Please give the count of lines below with the string "Enumerate" in them, and no other words.

<<<<

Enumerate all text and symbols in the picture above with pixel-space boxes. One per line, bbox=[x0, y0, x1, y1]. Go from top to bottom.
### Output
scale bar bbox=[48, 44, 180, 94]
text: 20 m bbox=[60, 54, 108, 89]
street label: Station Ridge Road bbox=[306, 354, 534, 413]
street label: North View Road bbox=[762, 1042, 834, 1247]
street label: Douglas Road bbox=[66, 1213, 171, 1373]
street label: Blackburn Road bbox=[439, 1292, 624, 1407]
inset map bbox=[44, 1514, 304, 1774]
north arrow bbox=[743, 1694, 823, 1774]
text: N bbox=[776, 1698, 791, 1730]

>>>>
<<<<

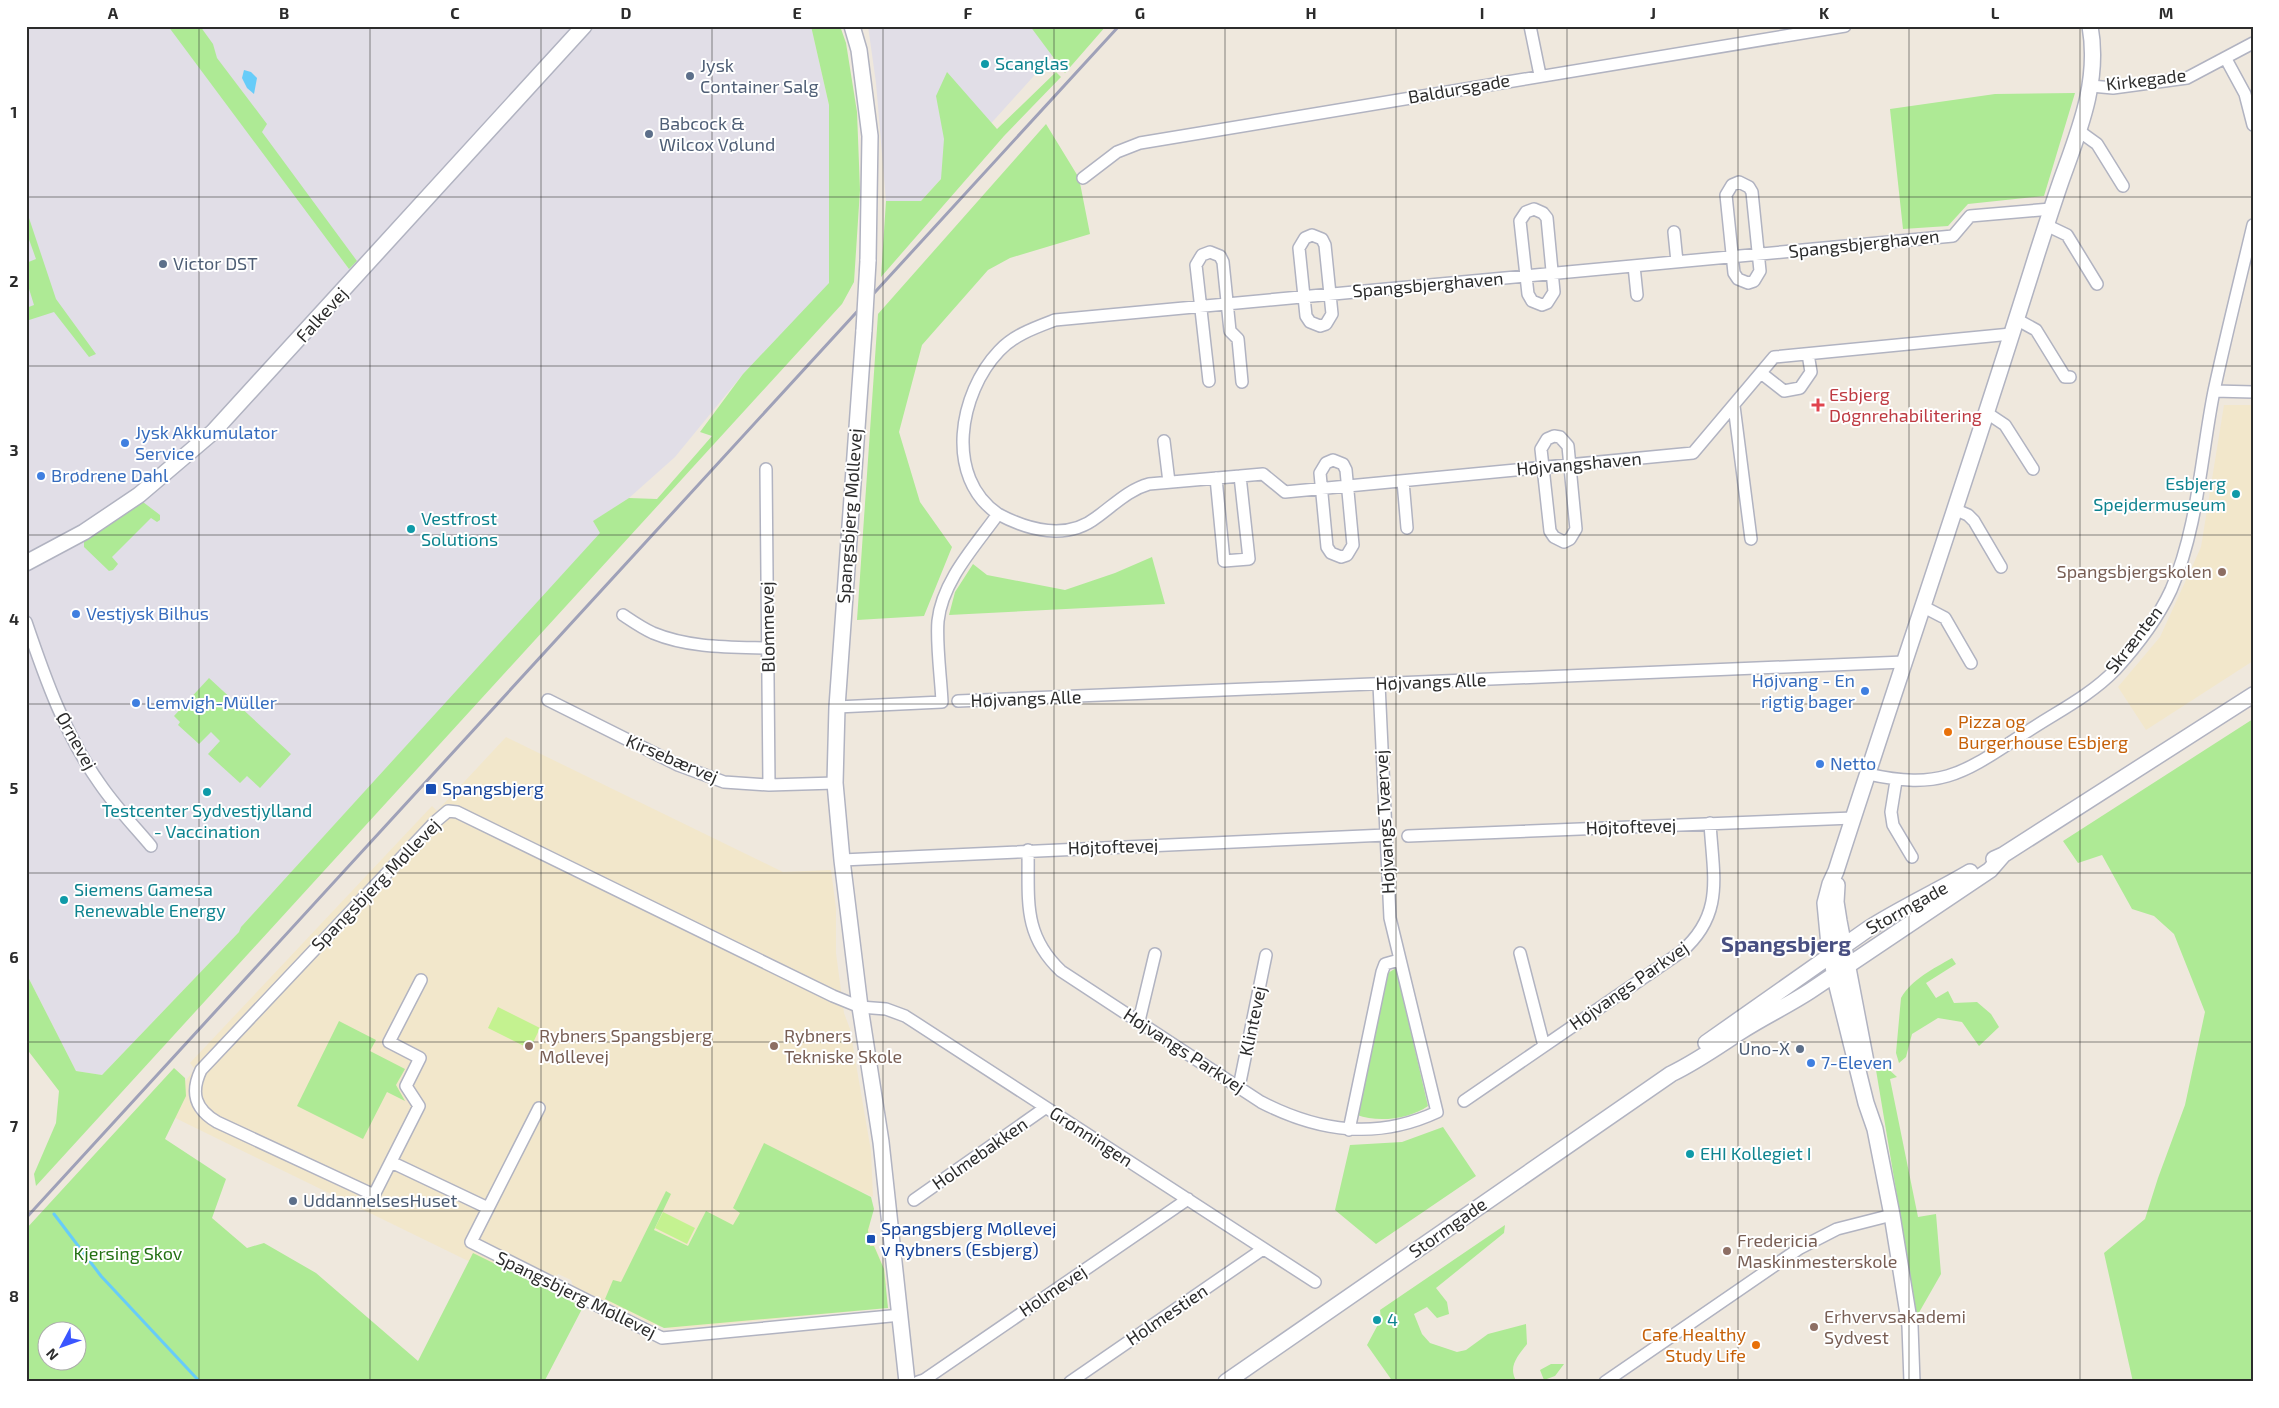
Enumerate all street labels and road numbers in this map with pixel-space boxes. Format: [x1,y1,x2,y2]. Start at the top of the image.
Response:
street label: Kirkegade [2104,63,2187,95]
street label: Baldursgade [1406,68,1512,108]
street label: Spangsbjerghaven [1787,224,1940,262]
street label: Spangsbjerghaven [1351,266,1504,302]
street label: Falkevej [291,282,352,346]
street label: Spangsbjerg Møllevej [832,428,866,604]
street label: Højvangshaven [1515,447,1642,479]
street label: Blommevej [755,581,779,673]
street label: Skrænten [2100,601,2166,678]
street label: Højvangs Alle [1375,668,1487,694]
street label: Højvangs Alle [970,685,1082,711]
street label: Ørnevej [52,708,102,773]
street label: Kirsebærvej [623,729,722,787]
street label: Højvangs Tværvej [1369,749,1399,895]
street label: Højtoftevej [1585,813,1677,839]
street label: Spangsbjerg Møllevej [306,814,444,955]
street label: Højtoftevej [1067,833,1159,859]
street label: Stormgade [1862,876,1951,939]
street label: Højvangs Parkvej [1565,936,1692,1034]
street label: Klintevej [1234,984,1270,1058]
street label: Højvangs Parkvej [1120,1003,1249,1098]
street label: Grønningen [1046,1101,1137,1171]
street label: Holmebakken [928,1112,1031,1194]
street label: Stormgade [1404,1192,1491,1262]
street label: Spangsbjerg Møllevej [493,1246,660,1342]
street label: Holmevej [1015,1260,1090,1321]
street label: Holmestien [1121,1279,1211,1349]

>>>>

• _Answer below_:
2